(Dataset entries)
┌──
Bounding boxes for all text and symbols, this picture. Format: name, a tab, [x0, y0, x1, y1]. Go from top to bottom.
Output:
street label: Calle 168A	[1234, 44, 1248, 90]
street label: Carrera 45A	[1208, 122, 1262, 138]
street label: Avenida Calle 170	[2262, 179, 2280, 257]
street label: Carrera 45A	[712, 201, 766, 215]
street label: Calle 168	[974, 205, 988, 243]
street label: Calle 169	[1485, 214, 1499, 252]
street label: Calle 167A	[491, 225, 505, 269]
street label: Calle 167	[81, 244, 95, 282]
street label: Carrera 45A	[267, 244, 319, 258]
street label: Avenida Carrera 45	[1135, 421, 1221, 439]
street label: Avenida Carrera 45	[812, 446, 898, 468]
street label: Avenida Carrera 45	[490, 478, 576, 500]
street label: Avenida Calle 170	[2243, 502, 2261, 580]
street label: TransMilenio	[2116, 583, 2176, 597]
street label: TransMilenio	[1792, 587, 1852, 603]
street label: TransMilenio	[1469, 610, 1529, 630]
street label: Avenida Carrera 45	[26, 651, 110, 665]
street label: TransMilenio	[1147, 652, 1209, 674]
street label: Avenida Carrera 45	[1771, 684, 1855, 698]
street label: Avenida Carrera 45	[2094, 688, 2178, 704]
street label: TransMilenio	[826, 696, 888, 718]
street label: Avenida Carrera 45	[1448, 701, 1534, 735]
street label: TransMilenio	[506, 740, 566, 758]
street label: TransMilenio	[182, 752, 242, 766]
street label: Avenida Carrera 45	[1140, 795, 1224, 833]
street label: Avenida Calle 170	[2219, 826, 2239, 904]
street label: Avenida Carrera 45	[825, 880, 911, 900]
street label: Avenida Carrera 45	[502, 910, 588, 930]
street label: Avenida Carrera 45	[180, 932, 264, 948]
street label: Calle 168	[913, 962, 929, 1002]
└──
▶ Exercise details
Each line shown above must be repeated exactly.

▶ Your response
Bounding boxes for all text and symbols, this picture. Format: name, a tab, [x0, y0, x1, y1]. Go from top to bottom.
Output:
street label: Calle 168A	[1234, 44, 1248, 90]
street label: Carrera 45A	[1208, 122, 1262, 138]
street label: Avenida Calle 170	[2262, 179, 2280, 257]
street label: Carrera 45A	[712, 201, 766, 215]
street label: Calle 168	[974, 205, 988, 243]
street label: Calle 169	[1485, 214, 1499, 252]
street label: Calle 167A	[491, 225, 505, 269]
street label: Calle 167	[81, 244, 95, 282]
street label: Carrera 45A	[267, 244, 319, 258]
street label: Avenida Carrera 45	[1135, 421, 1221, 439]
street label: Avenida Carrera 45	[812, 446, 898, 468]
street label: Avenida Carrera 45	[490, 478, 576, 500]
street label: Avenida Calle 170	[2243, 502, 2261, 580]
street label: TransMilenio	[2116, 583, 2176, 597]
street label: TransMilenio	[1792, 587, 1852, 603]
street label: TransMilenio	[1469, 610, 1529, 630]
street label: Avenida Carrera 45	[26, 651, 110, 665]
street label: TransMilenio	[1147, 652, 1209, 674]
street label: Avenida Carrera 45	[1771, 684, 1855, 698]
street label: Avenida Carrera 45	[2094, 688, 2178, 704]
street label: TransMilenio	[826, 696, 888, 718]
street label: Avenida Carrera 45	[1448, 701, 1534, 735]
street label: TransMilenio	[506, 740, 566, 758]
street label: TransMilenio	[182, 752, 242, 766]
street label: Avenida Carrera 45	[1140, 795, 1224, 833]
street label: Avenida Calle 170	[2219, 826, 2239, 904]
street label: Avenida Carrera 45	[825, 880, 911, 900]
street label: Avenida Carrera 45	[502, 910, 588, 930]
street label: Avenida Carrera 45	[180, 932, 264, 948]
street label: Calle 168	[913, 962, 929, 1002]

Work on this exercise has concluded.